MPs to debate Brown's bail-out plan

12 April 2012

New laws to help stop more British banks going bust are due to be debated in the Commons as the Government continues its efforts to halt the worst effects of the credit crunch.

MPs will discuss the Treasury's Banking Bill the day after a £37 billion taxpayer lifeline was thrown to three of the UK's biggest banks in a bid to end the sector's turmoil.

In what Gordon Brown called an "unprecedented but essential" agreement, the Government announced it would take "significant" stakes in Royal Bank of Scotland, Lloyds TSB and Britain's biggest mortgage lender, Halifax Bank of Scotland.

The high-stakes bail-out, approved by Brussels on Monday night, restored some confidence in London shares with the FTSE 100 Index closing more than 8% higher.

But shares in the three banks fell heavily, reflecting the fact that existing investors will see their holdings diluted and dividends curbed. HBOS dived 28%, Lloyds 14% and RBS closed 8% lower.

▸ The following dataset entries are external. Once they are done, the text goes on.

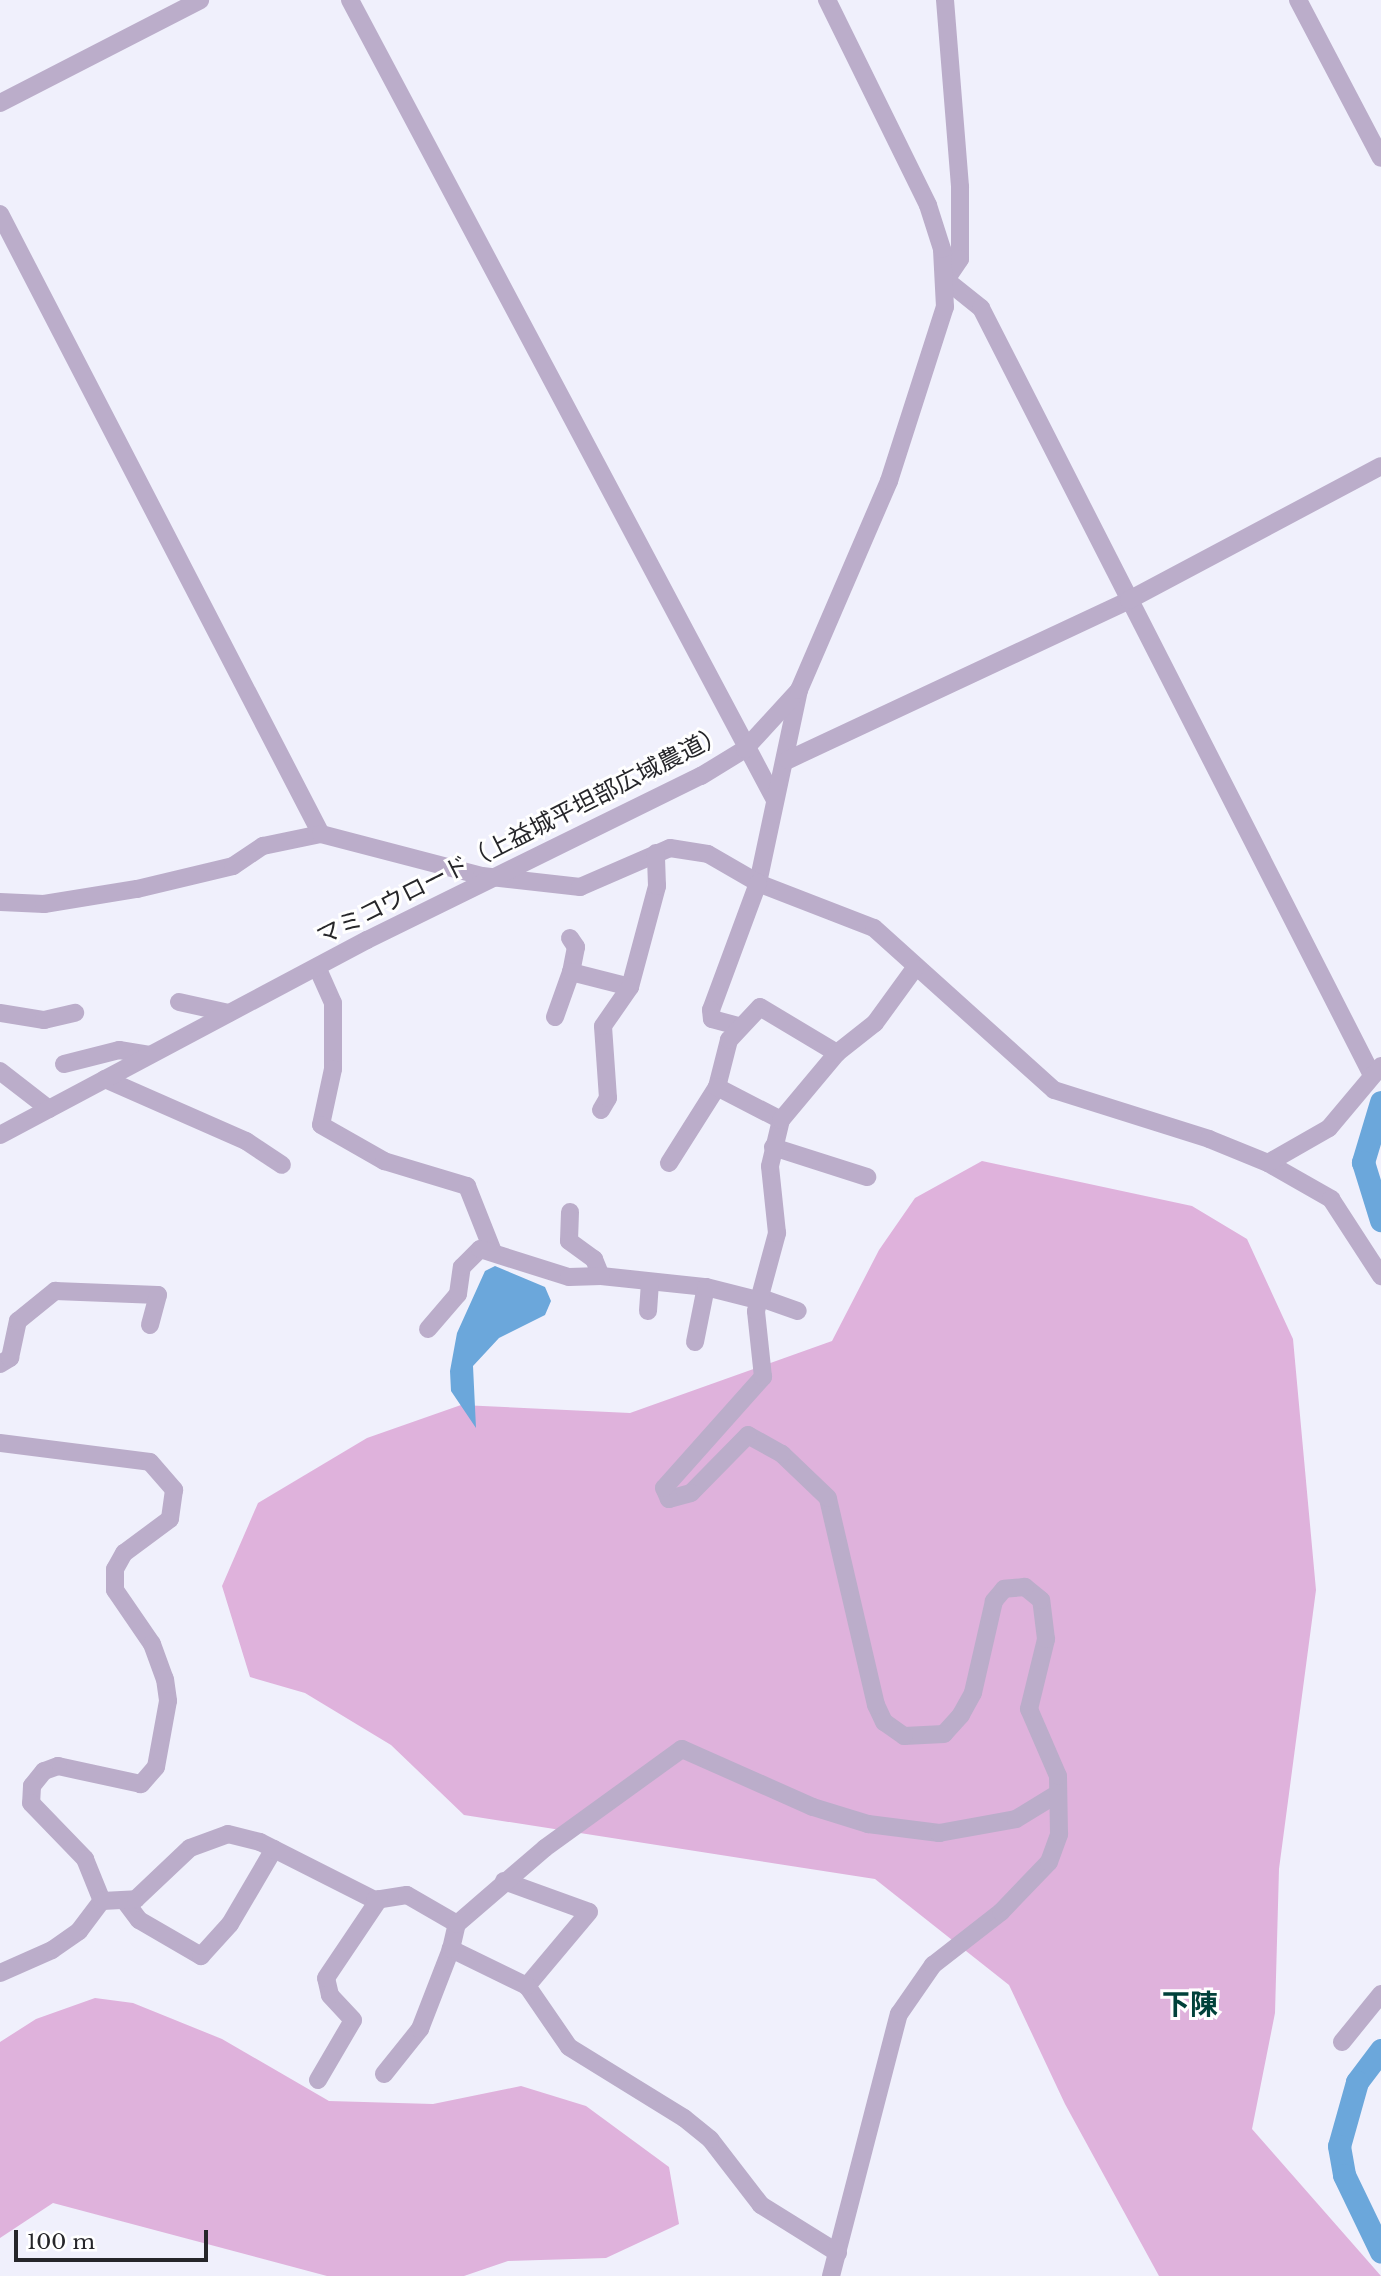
<!DOCTYPE html>
<html>
<head>
<meta charset="utf-8">
<style>
	body { margin:0 }
	#map { position:relative; width:1381px; height:2276px; overflow:hidden; background:#f0f0fc; font-family:"Libre Baskerville","Noto Sans JP",serif }
	div>[style] { position:absolute }
	.green>* { inset:0; background:#dfb2dc }
	.water>* { inset:0; background:#6ba7db }
	.river>* { height:23px; margin:-11.5px; padding:0 11.5px; transform-origin:11.5px; border-radius:11.5px; background:#6ba7db }
	.minor>* { height:18px; margin:-9px; padding:0 9px; transform-origin:9px; border-radius:9px; background:#bbadca }
	span { translate:-50% -50%; white-space:nowrap; text-align:center; line-height:1.15; -webkit-text-stroke:6px #fff; paint-order:stroke }
	.street-label { font-size:24px; color:#26262a }
	.quarter-label { font-size:28px; color:#00413a; font-weight:700 }
	.scale { position:absolute; left:14px; top:2230px; width:194px; height:32px; box-sizing:border-box; border:4px solid #26262a; border-top:0; padding-left:9px; font-size:21px; line-height:24px; white-space:nowrap; color:#26262a; -webkit-text-stroke:5px #fff; paint-order:stroke }
</style>
</head>
<body>
<div id="map">
	<div class="green">
		<div style="clip-path:polygon(982px 1161px,1192px 1206px,1247px 1239px,1293px 1339px,1316px 1590px,1279px 1869px,1275px 2013px,1252px 2129px,1381px 2276px,1159px 2276px,1065px 2104px,1009px 1985px,875px 1879px,464px 1815px,391px 1745px,305px 1693px,250px 1677px,222px 1586px,258px 1503px,367px 1438px,461px 1405px,630px 1413px,832px 1341px,879px 1250px,915px 1198px)"></div>
		<div style="clip-path:polygon(95px 1998px,133px 2003px,222px 2039px,329px 2101px,433px 2104px,521px 2086px,586px 2106px,669px 2167px,679px 2224px,606px 2258px,508px 2261px,464px 2276px,327px 2276px,53px 2203px,0 2238px,0 2042px,36px 2019px)"></div>
	</div>
	<div class="water">
		<div style="clip-path:polygon(495px 1266px,545px 1287px,551px 1301px,545px 1315px,499px 1338px,473px 1366px,476px 1428px,451px 1391px,450px 1371px,457px 1333px,485px 1271px)"></div>
	</div>
	<div class="river">
		<div style="left:1381px;top:1102px;width:63px;rotate:106.7deg"></div>
		<div style="left:1363px;top:1162px;width:61px;rotate:72.8deg"></div>
		<div style="left:1381px;top:2050px;width:40px;rotate:127deg"></div>
		<div style="left:1357px;top:2082px;width:66px;rotate:105.7deg"></div>
		<div style="left:1339px;top:2146px;width:29px;rotate:80deg"></div>
		<div style="left:1344px;top:2175px;width:85px;rotate:64.3deg"></div>
	</div>
	<div class="minor">
		<div style="left:350px;top:0;width:906px;rotate:62.02deg"></div>
		<div style="left:945px;top:0;width:188px;rotate:85.4deg"></div>
		<div style="left:960px;top:187px;width:72px;rotate:90deg"></div>
		<div style="left:960px;top:259px;width:25px;rotate:124deg"></div>
		<div style="left:946px;top:280px;width:45px;rotate:38.7deg"></div>
		<div style="left:981px;top:308px;width:861px;rotate:62.99deg"></div>
		<div style="left:1298px;top:0;width:178px;rotate:62.3deg"></div>
		<div style="left:0;top:103px;width:225px;rotate:-27.2deg"></div>
		<div style="left:0;top:214px;width:698px;rotate:62.63deg"></div>
		<div style="left:799px;top:690px;width:197px;rotate:102deg"></div>
		<div style="left:758px;top:883px;width:124px;rotate:21.2deg"></div>
		<div style="left:874px;top:928px;width:242px;rotate:42deg"></div>
		<div style="left:1054px;top:1090px;width:163px;rotate:17.5deg"></div>
		<div style="left:1209px;top:1139px;width:64px;rotate:22.1deg"></div>
		<div style="left:1268px;top:1163px;width:73px;rotate:29.7deg"></div>
		<div style="left:1331px;top:1199px;width:92px;rotate:57deg"></div>
		<div style="left:788px;top:760px;width:377px;rotate:-25.1deg"></div>
		<div style="left:1129px;top:600px;width:285px;rotate:-28deg"></div>
		<div style="left:0;top:902px;width:44px;rotate:2.6deg"></div>
		<div style="left:44px;top:904px;width:94px;rotate:-9.2deg"></div>
		<div style="left:137px;top:889px;width:99px;rotate:-13.5deg"></div>
		<div style="left:233px;top:866px;width:36px;rotate:-34deg"></div>
		<div style="left:263px;top:846px;width:59px;rotate:-11.7deg"></div>
		<div style="left:321px;top:834px;width:166px;rotate:14.6deg"></div>
		<div style="left:482px;top:876px;width:99px;rotate:6.4deg"></div>
		<div style="left:580px;top:887px;width:98px;rotate:-23.4deg"></div>
		<div style="left:670px;top:848px;width:38px;rotate:9deg"></div>
		<div style="left:708px;top:854px;width:58px;rotate:30.1deg"></div>
		<div style="left:758px;top:883px;width:135px;rotate:110.3deg"></div>
		<div style="left:711px;top:1010px;width:9px;rotate:84deg"></div>
		<div style="left:712px;top:1019px;width:27px;rotate:15deg"></div>
		<div style="left:570px;top:938px;width:11px;rotate:56deg"></div>
		<div style="left:576px;top:947px;width:25px;rotate:101deg"></div>
		<div style="left:317px;top:967px;width:39px;rotate:66deg"></div>
		<div style="left:333px;top:1003px;width:66px;rotate:90deg"></div>
		<div style="left:333px;top:1069px;width:57px;rotate:102.1deg"></div>
		<div style="left:321px;top:1125px;width:73px;rotate:29.7deg"></div>
		<div style="left:384px;top:1161px;width:87px;rotate:16.8deg"></div>
		<div style="left:467px;top:1186px;width:68px;rotate:68.4deg"></div>
		<div style="left:179px;top:1002px;width:51px;rotate:12.4deg"></div>
		<div style="left:0;top:1013px;width:45px;rotate:9deg"></div>
		<div style="left:44px;top:1020px;width:32px;rotate:-13deg"></div>
		<div style="left:555px;top:1017px;width:48px;rotate:-70.4deg"></div>
		<div style="left:571px;top:972px;width:61px;rotate:14.3deg"></div>
		<div style="left:630px;top:987px;width:105px;rotate:-75deg"></div>
		<div style="left:657px;top:886px;width:33px;rotate:-92deg"></div>
		<div style="left:64px;top:1064px;width:57px;rotate:-14.3deg"></div>
		<div style="left:119px;top:1050px;width:31px;rotate:9deg"></div>
		<div style="left:0;top:1071px;width:62px;rotate:37.8deg"></div>
		<div style="left:105px;top:1079px;width:154px;rotate:23.7deg"></div>
		<div style="left:246px;top:1141px;width:43px;rotate:33.7deg"></div>
		<div style="left:717px;top:1087px;width:49px;rotate:-75.7deg"></div>
		<div style="left:729px;top:1040px;width:45px;rotate:-46.8deg"></div>
		<div style="left:760px;top:1007px;width:90px;rotate:30.9deg"></div>
		<div style="left:601px;top:1110px;width:14px;rotate:-60deg"></div>
		<div style="left:608px;top:1098px;width:72px;rotate:-94deg"></div>
		<div style="left:603px;top:1026px;width:47px;rotate:-55.3deg"></div>
		<div style="left:0;top:1135px;width:416px;rotate:-28deg"></div>
		<div style="left:367px;top:940px;width:372px;rotate:-26.2deg"></div>
		<div style="left:701px;top:776px;width:52px;rotate:-31.5deg"></div>
		<div style="left:745px;top:749px;width:80px;rotate:-47.5deg"></div>
		<div style="left:799px;top:690px;width:228px;rotate:-66.7deg"></div>
		<div style="left:889px;top:481px;width:183px;rotate:-72.2deg"></div>
		<div style="left:945px;top:307px;width:58px;rotate:-93deg"></div>
		<div style="left:942px;top:249px;width:46px;rotate:-107.7deg"></div>
		<div style="left:928px;top:205px;width:229px;rotate:-116.2deg"></div>
		<div style="left:773px;top:1147px;width:99px;rotate:17.7deg"></div>
		<div style="left:669px;top:1163px;width:90px;rotate:-57.7deg"></div>
		<div style="left:717px;top:1087px;width:72px;rotate:27.3deg"></div>
		<div style="left:1268px;top:1163px;width:70px;rotate:-29.8deg"></div>
		<div style="left:1329px;top:1128px;width:81px;rotate:-50deg"></div>
		<div style="left:570px;top:1212px;width:29px;rotate:92deg"></div>
		<div style="left:569px;top:1241px;width:31px;rotate:36deg"></div>
		<div style="left:594px;top:1259px;width:18px;rotate:68deg"></div>
		<div style="left:601px;top:1276px;width:106px;rotate:6deg"></div>
		<div style="left:758px;top:1297px;width:42px;rotate:19.3deg"></div>
		<div style="left:648px;top:1311px;width:29px;rotate:-86deg"></div>
		<div style="left:428px;top:1329px;width:46px;rotate:-49.4deg"></div>
		<div style="left:458px;top:1294px;width:27px;rotate:-82deg"></div>
		<div style="left:462px;top:1267px;width:25px;rotate:-45deg"></div>
		<div style="left:480px;top:1249px;width:93px;rotate:17.5deg"></div>
		<div style="left:569px;top:1277px;width:32px;rotate:-2deg"></div>
		<div style="left:695px;top:1342px;width:56px;rotate:-78.7deg"></div>
		<div style="left:706px;top:1287px;width:53px;rotate:14.3deg"></div>
		<div style="left:0;top:1364px;width:12px;rotate:-31deg"></div>
		<div style="left:10px;top:1358px;width:38px;rotate:-78deg"></div>
		<div style="left:18px;top:1321px;width:48px;rotate:-39deg"></div>
		<div style="left:55px;top:1291px;width:103px;rotate:2.2deg"></div>
		<div style="left:158px;top:1295px;width:31px;rotate:105deg"></div>
		<div style="left:0;top:1443px;width:151px;rotate:7.2deg"></div>
		<div style="left:150px;top:1462px;width:37px;rotate:49deg"></div>
		<div style="left:174px;top:1490px;width:29px;rotate:98deg"></div>
		<div style="left:170px;top:1519px;width:57px;rotate:143.5deg"></div>
		<div style="left:124px;top:1553px;width:18px;rotate:119deg"></div>
		<div style="left:115px;top:1569px;width:21px;rotate:90deg"></div>
		<div style="left:115px;top:1590px;width:65px;rotate:55.6deg"></div>
		<div style="left:152px;top:1644px;width:37px;rotate:70deg"></div>
		<div style="left:165px;top:1679px;width:22px;rotate:82deg"></div>
		<div style="left:168px;top:1701px;width:67px;rotate:100.3deg"></div>
		<div style="left:156px;top:1767px;width:23px;rotate:131deg"></div>
		<div style="left:141px;top:1784px;width:85px;rotate:-167.8deg"></div>
		<div style="left:58px;top:1766px;width:15px;rotate:160deg"></div>
		<div style="left:44px;top:1771px;width:19px;rotate:129deg"></div>
		<div style="left:32px;top:1786px;width:17px;rotate:93deg"></div>
		<div style="left:31px;top:1803px;width:78px;rotate:46deg"></div>
		<div style="left:85px;top:1859px;width:45px;rotate:68deg"></div>
		<div style="left:504px;top:1881px;width:90px;rotate:20deg"></div>
		<div style="left:589px;top:1912px;width:97px;rotate:130deg"></div>
		<div style="left:127px;top:1904px;width:20px;rotate:53deg"></div>
		<div style="left:139px;top:1920px;width:72px;rotate:30.1deg"></div>
		<div style="left:201px;top:1956px;width:43px;rotate:-47.8deg"></div>
		<div style="left:230px;top:1924px;width:87px;rotate:-59.6deg"></div>
		<div style="left:0;top:1973px;width:57px;rotate:-23.9deg"></div>
		<div style="left:52px;top:1950px;width:33px;rotate:-35deg"></div>
		<div style="left:79px;top:1931px;width:38px;rotate:-53deg"></div>
		<div style="left:102px;top:1901px;width:34px;rotate:-3deg"></div>
		<div style="left:136px;top:1899px;width:74px;rotate:-43.4deg"></div>
		<div style="left:190px;top:1848px;width:40px;rotate:-20.2deg"></div>
		<div style="left:228px;top:1834px;width:33px;rotate:14deg"></div>
		<div style="left:260px;top:1842px;width:129px;rotate:26.8deg"></div>
		<div style="left:375px;top:1900px;width:32px;rotate:-9deg"></div>
		<div style="left:407px;top:1895px;width:58px;rotate:30.1deg"></div>
		<div style="left:1342px;top:2042px;width:62px;rotate:-50.9deg"></div>
		<div style="left:384px;top:2074px;width:58px;rotate:-51.3deg"></div>
		<div style="left:420px;top:2029px;width:86px;rotate:-68.8deg"></div>
		<div style="left:318px;top:2080px;width:69px;rotate:-59.7deg"></div>
		<div style="left:353px;top:2020px;width:34px;rotate:-133deg"></div>
		<div style="left:330px;top:1995px;width:17px;rotate:-103deg"></div>
		<div style="left:326px;top:1978px;width:95px;rotate:-56.1deg"></div>
		<div style="left:838px;top:2253px;width:91px;rotate:-148.1deg"></div>
		<div style="left:761px;top:2205px;width:83px;rotate:-127.7deg"></div>
		<div style="left:710px;top:2139px;width:33px;rotate:-141deg"></div>
		<div style="left:684px;top:2118px;width:135px;rotate:-148.3deg"></div>
		<div style="left:569px;top:2047px;width:74px;rotate:-124.5deg"></div>
		<div style="left:527px;top:1986px;width:85px;rotate:-154deg"></div>
		<div style="left:451px;top:1949px;width:26px;rotate:-77deg"></div>
		<div style="left:457px;top:1924px;width:116px;rotate:-40.8deg"></div>
		<div style="left:545px;top:1848px;width:169px;rotate:-35.9deg"></div>
		<div style="left:682px;top:1749px;width:143px;rotate:23.9deg"></div>
		<div style="left:813px;top:1807px;width:58px;rotate:17.2deg"></div>
		<div style="left:868px;top:1824px;width:72px;rotate:7.2deg"></div>
		<div style="left:939px;top:1833px;width:78px;rotate:-10.3deg"></div>
		<div style="left:1016px;top:1819px;width:48px;rotate:-31.4deg"></div>
		<div style="left:831px;top:2276px;width:271px;rotate:-75.5deg"></div>
		<div style="left:899px;top:2014px;width:60px;rotate:-55.2deg"></div>
		<div style="left:933px;top:1965px;width:86px;rotate:-37.9deg"></div>
		<div style="left:1001px;top:1912px;width:69px;rotate:-46.2deg"></div>
		<div style="left:1049px;top:1862px;width:30px;rotate:-70deg"></div>
		<div style="left:1059px;top:1834px;width:58px;rotate:-91deg"></div>
		<div style="left:1058px;top:1776px;width:73px;rotate:-113.4deg"></div>
		<div style="left:1029px;top:1709px;width:72px;rotate:-76.3deg"></div>
		<div style="left:1046px;top:1639px;width:39px;rotate:-97deg"></div>
		<div style="left:1041px;top:1600px;width:21px;rotate:-141deg"></div>
		<div style="left:1025px;top:1587px;width:21px;rotate:175deg"></div>
		<div style="left:1004px;top:1589px;width:16px;rotate:130deg"></div>
		<div style="left:994px;top:1601px;width:94px;rotate:102.9deg"></div>
		<div style="left:973px;top:1693px;width:25px;rotate:119deg"></div>
		<div style="left:961px;top:1715px;width:25px;rotate:132deg"></div>
		<div style="left:944px;top:1734px;width:40px;rotate:177.1deg"></div>
		<div style="left:904px;top:1736px;width:24px;rotate:-145deg"></div>
		<div style="left:884px;top:1722px;width:19px;rotate:-115deg"></div>
		<div style="left:876px;top:1705px;width:212px;rotate:-103.1deg"></div>
		<div style="left:828px;top:1498px;width:64px;rotate:-136.3deg"></div>
		<div style="left:782px;top:1454px;width:39px;rotate:-151deg"></div>
		<div style="left:748px;top:1435px;width:81px;rotate:134.5deg"></div>
		<div style="left:691px;top:1493px;width:23px;rotate:165deg"></div>
		<div style="left:669px;top:1499px;width:12px;rotate:-114deg"></div>
		<div style="left:664px;top:1488px;width:149px;rotate:-48.3deg"></div>
		<div style="left:763px;top:1377px;width:66px;rotate:-96.1deg"></div>
		<div style="left:756px;top:1311px;width:81px;rotate:-74.9deg"></div>
		<div style="left:777px;top:1233px;width:67px;rotate:-96deg"></div>
		<div style="left:770px;top:1166px;width:47px;rotate:-76.6deg"></div>
		<div style="left:781px;top:1120px;width:87px;rotate:-50.1deg"></div>
		<div style="left:837px;top:1053px;width:48px;rotate:-38.3deg"></div>
		<div style="left:875px;top:1023px;width:68px;rotate:-54deg"></div>
	</div>
	<div class="street-label">
		<span style="left:521px;top:835px;rotate:-27deg">マミコウロード（上益城平坦部広域農道）</span>
	</div>
	<div class="quarter-label">
		<span style="left:1190px;top:2005px">下陳</span>
	</div>
	<div class="scale">100 m</div>
</div>
</body>
</html>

The state investment involves tough conditions, including curbs on management bonuses and a pledge to ensure the availability and supply of lending to small businesses and homeowners.

The deal quickly claimed the UK's first major scalps of the banking crisis with the chairmen and chief executives of RBS and HBOS announcing they would be standing down.

Under the plan, £5 billion will be injected into Royal Bank of Scotland by the Treasury, with a £15 billion share issue by the bank also guaranteed by the Government.

Lloyds TSB and its proposed new partner HBOS will receive up to £17 billion of emergency funding, while the price Lloyds TSB is paying for its rival is also being lowered.

The Government could theoretically end up owning about 60% of RBS and 43% of the combined Lloyds TSB-HBOS entity, depending on how many other investors choose to buy the banks' new shares.